Complete Diagram of Conformational Regimes for Polyampholytic Disordered Proteins
AM Rumyantsev and AA Gavrilov and A Johner, MACROMOLECULES, 57, 5533-5544 (2024).
DOI: 10.1021/acs.macromol.4c00429
Conformations of polyampholytic intrinsically disordered proteins (IDPs) are controlled by the interplay between Coulomb attractions of the opposite charges and long-range Coulomb repulsions due to the chain net charge. In salt-free solutions, as the charge imbalance increases, the polyampholyte (PA) structure changes from globular to necklace-like and further to highly stretched. Here, we consider the behavior of PAs in the presence of salt to predict IDP conformations under physiological conditions. The scaling approach and coarse-grained simulations are combined to demonstrate that (i) for globular PAs, salt-induced screening of Coulomb attractions leads to the globule swelling; (ii) PA necklaces exhibit a nonmonotonic response to salt: the initial necklace shortening and necklace-to-globule transition are followed by reentrant swelling of the globule; (iii) PAs with a high net charge demonstrate polyelectrolyte-like contraction upon the addition of salt. These results, consistent with the experimental studies of IDPs and synthetic PAs, are summarized in the complete scaling diagram of the PA conformational regimes constructed in the coordinates of salt concentration and net charge per monomer.

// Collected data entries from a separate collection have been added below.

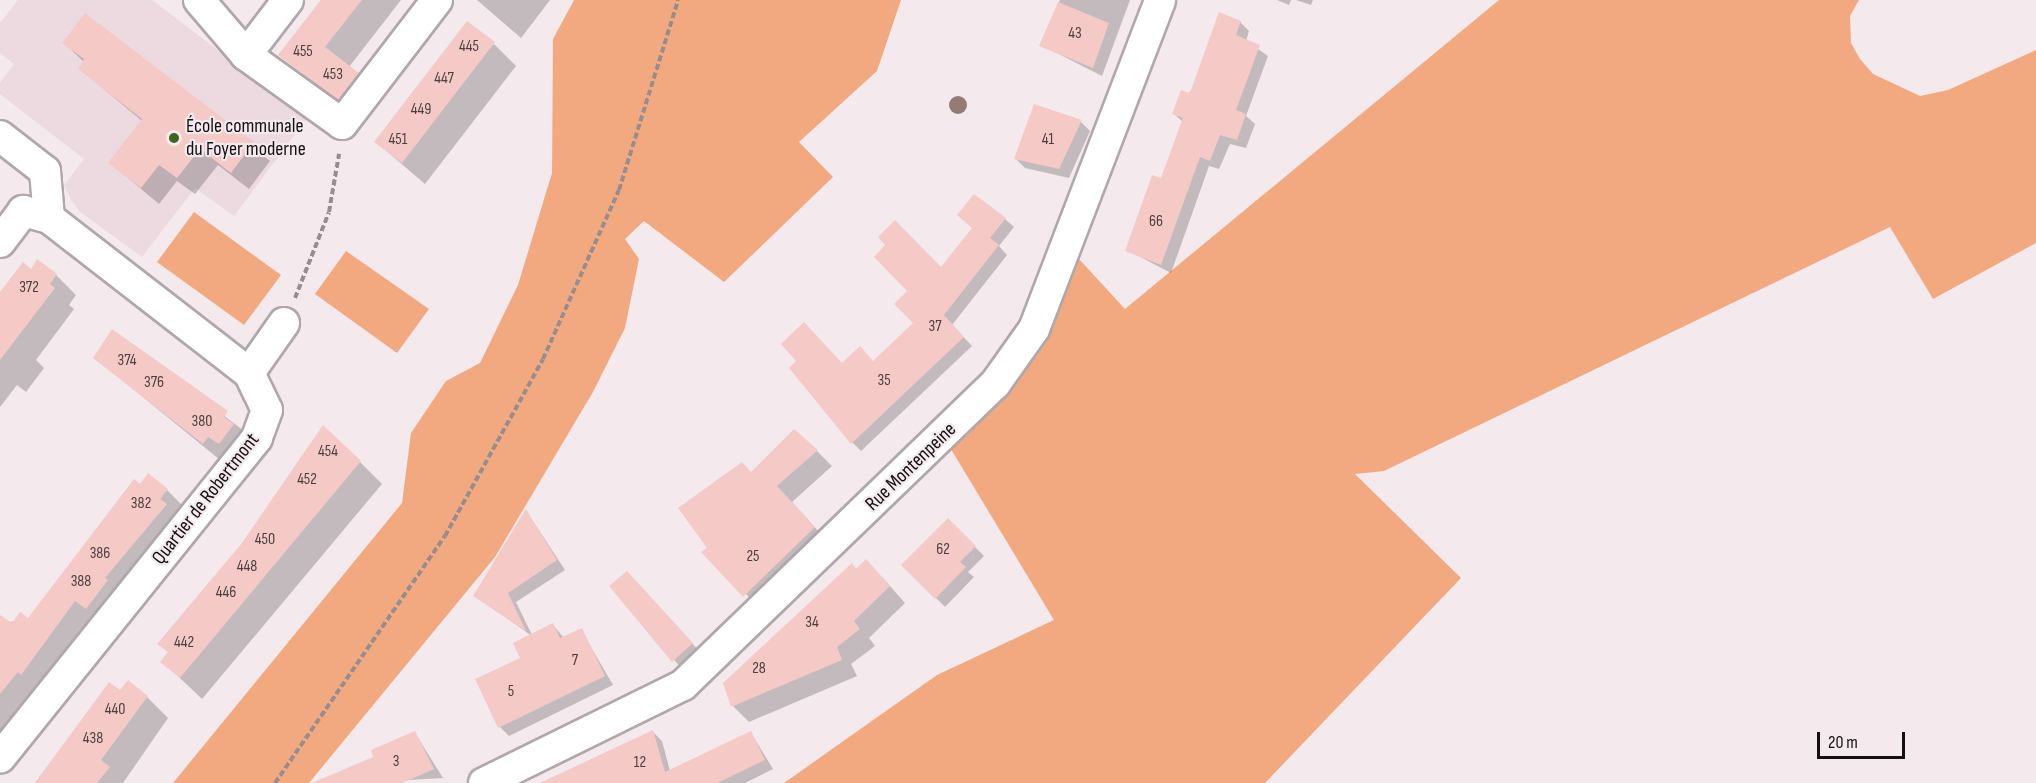 <!DOCTYPE html>
<meta charset="utf-8">
<style>
body{margin:0}
#map{position:relative;width:2036px;height:783px;overflow:hidden;background:#f4e9ed;font-family:"Sofia Sans Condensed",sans-serif}
div>[style]{position:absolute}
[style*='--x']{left:calc(var(--x)*1px);top:calc(var(--y)*1px);width:calc(var(--w)*1px);rotate:calc(var(--a)*1deg)}
.built>*{inset:0;background:#eddae1}
.green>*{inset:0;background:#f3a980}
.shadow>*{inset:0;background:#0003}
.building>*{inset:0;background:#f4c9c6}
.path>*{height:4px;margin-top:-2px;transform-origin:0;background:repeating-linear-gradient(90deg,#958d90 0 6px,transparent 0 9px)}
.roads{filter:drop-shadow(2px 0 #b1a7ab) drop-shadow(-2px 0 #b1a7ab) drop-shadow(0 2px #b1a7ab) drop-shadow(0 -2px #b1a7ab)}
.street>*{height:30px;margin:-15px;padding:0 15px;transform-origin:15px;border-radius:15px;background:#fff}
.trees>*{width:18px;height:18px;margin:-9px;border-radius:50%;background:#947c72}
.dots>*{width:16px;height:16px;translate:-50% -50%;box-sizing:border-box;border:3px solid #f4e9ed;border-radius:50%}
span{translate:-50% -50%;white-space:nowrap;text-align:center;line-height:1.15;-webkit-text-stroke:4.5px #f4e9ed;paint-order:stroke}
.number-label{font-size:16px;color:#4b3e3e}
.number-label span{-webkit-text-stroke-width:0}
.poi-label{font-size:20px;color:#131011}
.left{translate:0 -50%;text-align:left}
.street-label{font-size:20px;color:#131011}
.scale{position:absolute;left:1817px;top:732px;width:88px;height:27px;box-sizing:border-box;border:3px solid #131011;border-top:0;padding-left:8px;font-size:18px;line-height:21px;white-space:nowrap;color:#131011;-webkit-text-stroke:4px #f4e9ed;paint-order:stroke}
</style>
<div id="map">
<div class="built">
<div style="clip-path:polygon(18px 0,152px 0,307px 118px,234px 216px,195px 188px,142px 257px,79px 211px,70px 198px,64px 185px,84px 159px,0 94px,0 83px,14px 64px,0 53px,0 23px)"></div>
</div>
<div class="green">
<div style="clip-path:polygon(574px 0,901px 0,877px 71px,799px 142px,833px 177px,724px 282px,644px 221px,625px 239px,639px 259px,625px 328px,593px 392px,495px 557px,309px 783px,173px 783px,402px 503px,411px 433px,446px 381px,480px 363px,518px 285px,552px 173px,553px 39px)"></div>
<div style="clip-path:polygon(1499px 0,1859px 0,1850px 16px,1851px 43px,1860px 59px,1873px 74px,1920px 96px,1948px 90px,2036px 50px,2036px 243px,1933px 299px,1890px 227px,1384px 471px,1355px 474px,1461px 578px,1265px 783px,784px 783px,937px 675px,1054px 620px,943px 436px,995px 384px,1068px 247px,1125px 309px)"></div>
<div style="clip-path:polygon(194px 212px,281px 275px,244px 325px,157px 262px)"></div>
<div style="clip-path:polygon(346px 251px,429px 309px,397px 353px,315px 294px)"></div>
</div>
<div class="shadow">
<div style="clip-path:polygon(321px 0,401px 0,349px 67px,381px 96px,362px 121px,280px 55px)"></div>
<div style="clip-path:polygon(477px 0,550px 0,521px 38px)"></div>
<div style="clip-path:polygon(1060px 0,1130px 0,1102px 76px,1041px 45px)"></div>
<div style="clip-path:polygon(1277px 0,1291px 0,1289px 5px)"></div>
<div style="clip-path:polygon(1296px 0,1313px 0,1311px 5px)"></div>
<div style="clip-path:polygon(85px 15px,270px 161px,249px 189px,218px 165px,195px 194px,177px 181px,159px 204px,110px 163px,142px 121px,80px 69px,84px 62px,64px 43px)"></div>
<div style="clip-path:polygon(1240px 22px,1249px 31px,1246px 41px,1268px 56px,1246px 116px,1255px 124px,1246px 148px,1230px 144px,1219px 169px,1209px 166px,1171px 273px,1127px 250px,1162px 180px,1183px 122px,1174px 114px)"></div>
<div style="clip-path:polygon(494px 44px,516px 66px,425px 184px,376px 142px)"></div>
<div style="clip-path:polygon(1081px 122px,1090px 131px,1069px 178px,1025px 168px,1016px 159px)"></div>
<div style="clip-path:polygon(1005px 219px,1014px 227px,999px 246px,1007px 255px,952px 325px,972px 346px,861px 451px,852px 442px,843px 365px,873px 362px,915px 323px,941px 269px)"></div>
<div style="clip-path:polygon(31px 271px,56px 275px,76px 295px,69px 305px,74px 309px,36px 360px,44px 368px,26px 392px,17px 385px,0 407px,0 294px)"></div>
<div style="clip-path:polygon(113px 331px,248px 434px,225px 464px,95px 358px)"></div>
<div style="clip-path:polygon(817px 451px,832px 466px,792px 502px,830px 544px,760px 611px,709px 548px,751px 473px)"></div>
<div style="clip-path:polygon(360px 462px,382px 484px,202px 699px,162px 661px,169px 653px,159px 644px)"></div>
<div style="clip-path:polygon(140px 486px,167px 490px,188px 511px,0 741px,0 623px,28px 620px)"></div>
<div style="clip-path:polygon(527px 512px,565px 570px,516px 602px,532px 635px,553px 625px,564px 638px,581px 630px,613px 685px,509px 736px,500px 727px,532px 636px,474px 595px)"></div>
<div style="clip-path:polygon(948px 520px,984px 556px,968px 572px,974px 577px,945px 607px,903px 565px)"></div>
<div style="clip-path:polygon(882px 577px,905px 603px,869px 638px,875px 646px,851px 664px,857px 676px,749px 722px,733px 706px)"></div>
<div style="clip-path:polygon(635px 581px,700px 652px,682px 669px,611px 586px)"></div>
<div style="clip-path:polygon(110px 684px,120px 692px,147px 697px,168px 718px,123px 783px,35px 783px)"></div>
<div style="clip-path:polygon(653px 732px,662px 741px,670px 771px,751px 733px,773px 769px,745px 783px,552px 783px)"></div>
<div style="clip-path:polygon(415px 733px,443px 778px,358px 783px,375px 758px)"></div>
</div>
<div class="building">
<div style="clip-path:polygon(321px 0,362px 0,325px 47px,359px 73px,338px 100px,278px 55px)"></div>
<div style="clip-path:polygon(1058px 2px,1109px 23px,1093px 68px,1039px 46px)"></div>
<div style="clip-path:polygon(1219px 12px,1241px 21px,1236px 35px,1260px 45px,1236px 110px,1246px 114px,1237px 140px,1220px 135px,1210px 161px,1200px 157px,1161px 265px,1125px 251px,1152px 175px,1161px 178px,1183px 118px,1172px 114px,1181px 90px,1190px 93px)"></div>
<div style="clip-path:polygon(85px 13px,254px 142px,231px 173px,200px 149px,177px 178px,159px 165px,141px 188px,108px 163px,142px 119px,78px 69px,84px 59px,62px 43px)"></div>
<div style="clip-path:polygon(467px 21px,495px 42px,402px 163px,374px 142px)"></div>
<div style="clip-path:polygon(1034px 104px,1082px 120px,1059px 169px,1014px 159px)"></div>
<div style="clip-path:polygon(974px 194px,1006px 218px,990px 238px,999px 245px,944px 315px,964px 337px,851px 444px,789px 368px,796px 361px,781px 344px,804px 322px,842px 363px,860px 346px,873px 361px,913px 323px,894px 304px,907px 291px,874px 257px,885px 245px,878px 237px,895px 220px,941px 267px,972px 228px,957px 215px)"></div>
<div style="clip-path:polygon(37px 259px,57px 274px,50px 284px,55px 288px,0 360px,0 292px,23px 262px,31px 269px)"></div>
<div style="clip-path:polygon(112px 329px,228px 411px,224px 417px,234px 424px,219px 444px,208px 437px,203px 444px,93px 358px)"></div>
<div style="clip-path:polygon(323px 425px,361px 461px,180px 678px,160px 662px,168px 652px,157px 644px,242px 543px)"></div>
<div style="clip-path:polygon(794px 429px,818px 450px,777px 486px,815px 527px,743px 597px,701px 552px,707px 548px,678px 508px,742px 462px,751px 472px)"></div>
<div style="clip-path:polygon(148px 473px,168px 489px,160px 499px,167px 504px,105px 578px,108px 580px,86px 609px,75px 601px,21px 675px,18px 672px,0 694px,0 615px,12px 623px,20px 612px,28px 618px,134px 479px,140px 484px)"></div>
<div style="clip-path:polygon(526px 509px,557px 560px,508px 593px,526px 631px,473px 596px)"></div>
<div style="clip-path:polygon(948px 518px,976px 546px,960px 562px,966px 567px,935px 599px,901px 565px)"></div>
<div style="clip-path:polygon(866px 559px,890px 586px,854px 621px,860px 629px,837px 647px,842px 660px,731px 707px,723px 683px,852px 563px,856px 569px)"></div>
<div style="clip-path:polygon(627px 571px,693px 643px,672px 662px,609px 586px)"></div>
<div style="clip-path:polygon(553px 623px,560px 638px,582px 628px,605px 676px,498px 728px,475px 679px,520px 658px,513px 643px)"></div>
<div style="clip-path:polygon(128px 680px,148px 696px,101px 760px,110px 767px,97px 783px,35px 783px,109px 682px,120px 690px)"></div>
<div style="clip-path:polygon(653px 730px,665px 772px,751px 731px,765px 760px,717px 783px,540px 783px)"></div>
<div style="clip-path:polygon(415px 731px,434px 769px,402px 783px,312px 783px,373px 757px,371px 750px)"></div>
</div>
<div class="path">
<div style="--x:295;--y:298;--w:92;--a:-68.4"></div>
<div style="--x:329;--y:212;--w:59;--a:-80.2"></div>
<div style="--x:275;--y:783;--w:300;--a:-55.5"></div>
<div style="--x:445;--y:536;--w:202;--a:-61"></div>
<div style="--x:543;--y:359;--w:185;--a:-65.8"></div>
<div style="--x:619;--y:190;--w:199;--a:-72.7"></div>
</div>
<div class="roads">
<div class="street">
<div style="--x:199;--y:0;--w:72;--a:49.5"></div>
<div style="--x:246;--y:55;--w:118;--a:35.7"></div>
<div style="--x:342;--y:124;--w:156;--a:-52.5"></div>
<div style="--x:246;--y:55;--w:69;--a:-52.6"></div>
<div style="--x:0;--y:136;--w:57;--a:37.9"></div>
<div style="--x:45;--y:171;--w:47;--a:85.1"></div>
<div style="--x:49;--y:218;--w:253;--a:37.8"></div>
<div style="--x:249;--y:373;--w:41;--a:64.1"></div>
<div style="--x:267;--y:410;--w:30;--a:110"></div>
<div style="--x:257;--y:438;--w:410;--a:128.8"></div>
<div style="--x:0;--y:242;--w:39;--a:-53"></div>
<div style="--x:23;--y:211;--w:27;--a:15"></div>
<div style="--x:249;--y:373;--w:61;--a:-55"></div>
<div style="--x:484;--y:783;--w:222;--a:-26.2"></div>
<div style="--x:683;--y:685;--w:434;--a:-44"></div>
<div style="--x:995;--y:384;--w:67;--a:-54.7"></div>
<div style="--x:1034;--y:329;--w:352;--a:-69"></div>
</div>
</div>
<div class="trees">
<div style="left:958px;top:105px"></div>
</div>
<div class="dots">
<div style="left:174px;top:138px;background:#3e641d"></div>
</div>
<div class="number-label">
<span style="left:1075px;top:34px">43</span>
<span style="left:469px;top:47px">445</span>
<span style="left:303px;top:52px">455</span>
<span style="left:333px;top:75px">453</span>
<span style="left:444px;top:79px">447</span>
<span style="left:421px;top:110px">449</span>
<span style="left:398px;top:140px">451</span>
<span style="left:1048px;top:140px">41</span>
<span style="left:1156px;top:222px">66</span>
<span style="left:29px;top:288px">372</span>
<span style="left:935px;top:327px">37</span>
<span style="left:127px;top:361px">374</span>
<span style="left:884px;top:381px">35</span>
<span style="left:154px;top:383px">376</span>
<span style="left:202px;top:422px">380</span>
<span style="left:328px;top:452px">454</span>
<span style="left:307px;top:480px">452</span>
<span style="left:141px;top:504px">382</span>
<span style="left:265px;top:540px">450</span>
<span style="left:943px;top:550px">62</span>
<span style="left:100px;top:554px">386</span>
<span style="left:753px;top:557px">25</span>
<span style="left:247px;top:567px">448</span>
<span style="left:81px;top:582px">388</span>
<span style="left:226px;top:593px">446</span>
<span style="left:812px;top:623px">34</span>
<span style="left:184px;top:643px">442</span>
<span style="left:575px;top:661px">7</span>
<span style="left:759px;top:669px">28</span>
<span style="left:511px;top:692px">5</span>
<span style="left:115px;top:710px">440</span>
<span style="left:93px;top:739px">438</span>
<span style="left:396px;top:762px">3</span>
<span style="left:640px;top:763px">12</span>
</div>
<div class="poi-label">
<span class="left" style="left:186px;top:138px">École communale<br>du Foyer moderne</span>
</div>
<div class="street-label">
<span style="left:911px;top:467px;rotate:-44deg">Rue Montenpeine</span>
<span style="left:206px;top:499px;rotate:-52deg">Quartier de Robertmont</span>
</div>
<div class="scale">20 m</div>
</div>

The point where the regions of globular, necklace, and highly swollen conformations meet is analogous to a Lifshitz multicritical point, suggesting strong size and shape fluctuations of IDPs and PAs near it. We discuss if the composition of IDPs could have been tuned by evolution accordingly to provide their highest conformational susceptibility. Generalization to PAs with different charge blockiness is provided. Our findings contribute to a fundamental understanding of IDP structure from the polymer physics perspective.